Через неделю состоялась свадьба; братья не пожелали на ней присутствовать, но без них обошлись, а если и вспомнили, то лишь с презрением. Господин де Турвиль удовольствовался тем, что приказал им молчать о случившемся, пригрозив в случае неподчинения запереть в замке их самих. Они молчали при посторонних, но между собой продолжали похваляться своим бесчестным поведением и осуждать снисходительность отца. Те же, кто проведал о злосчастном сем приключении, трепетали от ужасных его подробностей.
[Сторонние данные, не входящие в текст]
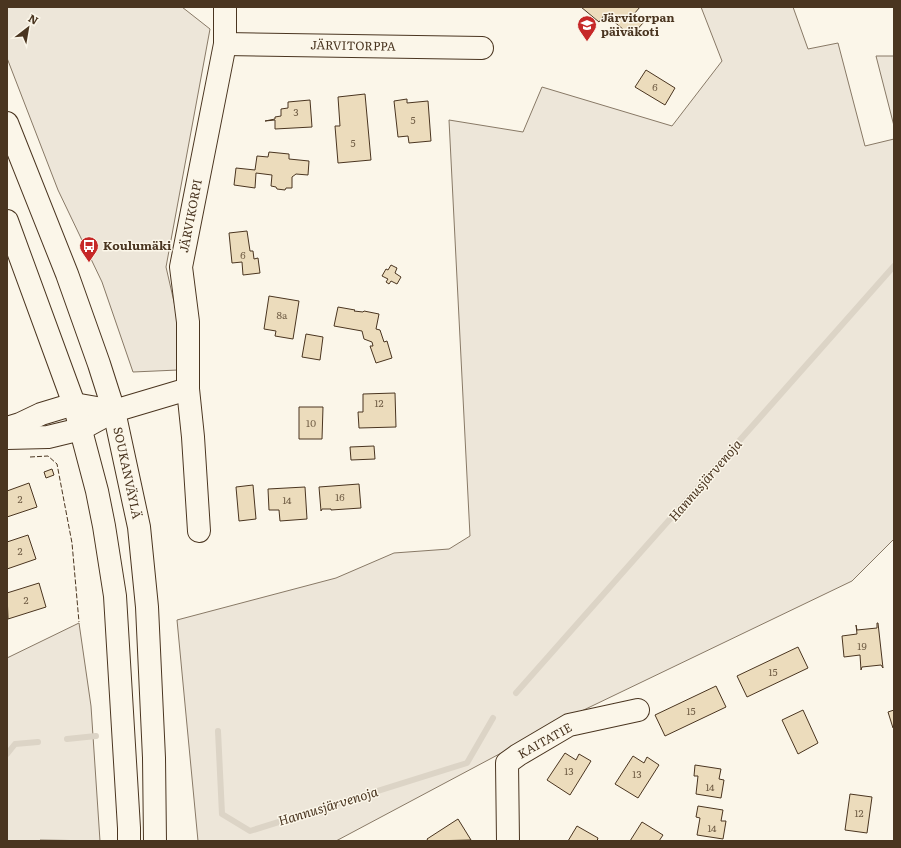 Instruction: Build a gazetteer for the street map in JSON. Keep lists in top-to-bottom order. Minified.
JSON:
{"streets":{"main road":["JÄRVITORPPA","JÄRVIKORPI","SOUKANVÄYLÄ","KAITATIE"]},"crossings":[["JÄRVITORPPA","JÄRVIKORPI"]],"water":["Hannusjärvenoja"],"places":{"school or university":["Järvitorpan päiväkoti"],"bus stop":["Koulumäki"]},"house_numbers":["6","3","5","5","6","8a","12","10","16","2","14","2","2","19","15","15","13","13","14","12","14"],"north":"top right"}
О праведное Небо, так вот что втихомолку способны сделать те, кто возомнил себя вправе карать за проступки ближних своих! У нас имеются все основания утверждать, что подобные гнусности обычно совершают те ярые, но недалекие помощники слепой Фемиды, которые, будучи вскормленными суровыми принципами слепого следования уставам, с самого детства глухи к воплям несчастных и с самых юных лет без отвращения пятнают себя кровью, негодуют на всех и способны на все. Эти люди воображают, что единственным способом скрыть свои гнусные деяния, свое вероломное поведение является публичная демонстрация своей непреклонности, которая внешне уподобляет их орлам, но сердце их остается сердцем алчущего тигра. Запятнанные преступлениями, они могут запугать только дураков, умный же человек начинает ненавидеть сии неправедные принципы и кровавые законы и презирать тех, кто исповедует их.